TV ANNOUNCER: And welcome back to our ongoing coverage of the aftermath of hurricane Katrina. I'm Kim Perez...

GELLERMAN: Kerry Emanuel doesn't usually watch much tv, but as the devastation of hurricane Katrina unfolds he's been glued to the Weather Channel on the little television he keeps in the kitchen of his home in Lexington, Massachusetts. These days, he's resisting the temptation to say "I told you so."

TV ANNOUNCER: Part of the Twin Span bridge on I-10 into New Orleans is gone...

GELLERMAN: Kerry Emanuel is a professor at MIT's Earth, Atmospheric and Planetary Sciences. He has a new book called "Divine Wind: The History and Science of Hurricanes." And his latest research, published in a recent issue of Nature Magazine, correlates the greater intensity and frequency of hurricanes with global warming. Even he was surprised by what he found.

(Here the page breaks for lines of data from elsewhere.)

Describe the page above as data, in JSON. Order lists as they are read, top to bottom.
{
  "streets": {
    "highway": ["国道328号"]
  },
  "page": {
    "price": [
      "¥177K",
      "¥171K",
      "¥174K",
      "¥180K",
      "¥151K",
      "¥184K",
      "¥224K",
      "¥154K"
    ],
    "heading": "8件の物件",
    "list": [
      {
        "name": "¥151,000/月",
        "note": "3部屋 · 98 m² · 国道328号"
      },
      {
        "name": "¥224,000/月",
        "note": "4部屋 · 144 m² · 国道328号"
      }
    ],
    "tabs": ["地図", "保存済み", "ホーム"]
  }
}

Kerry Emanuel. (Photo: Bruce Gellerman)

EMANUEL: Well I looked at the record of hurricanes in the Atlantic and the western part of the North Pacific, and I looked at a measure of the production of energy by hurricanes over their entire life. When you look at this measure of energy consumption it's gone up by about 70 or 80 percent since the 1970s. It's a really big increase. It was startling. And we're trying to understand why.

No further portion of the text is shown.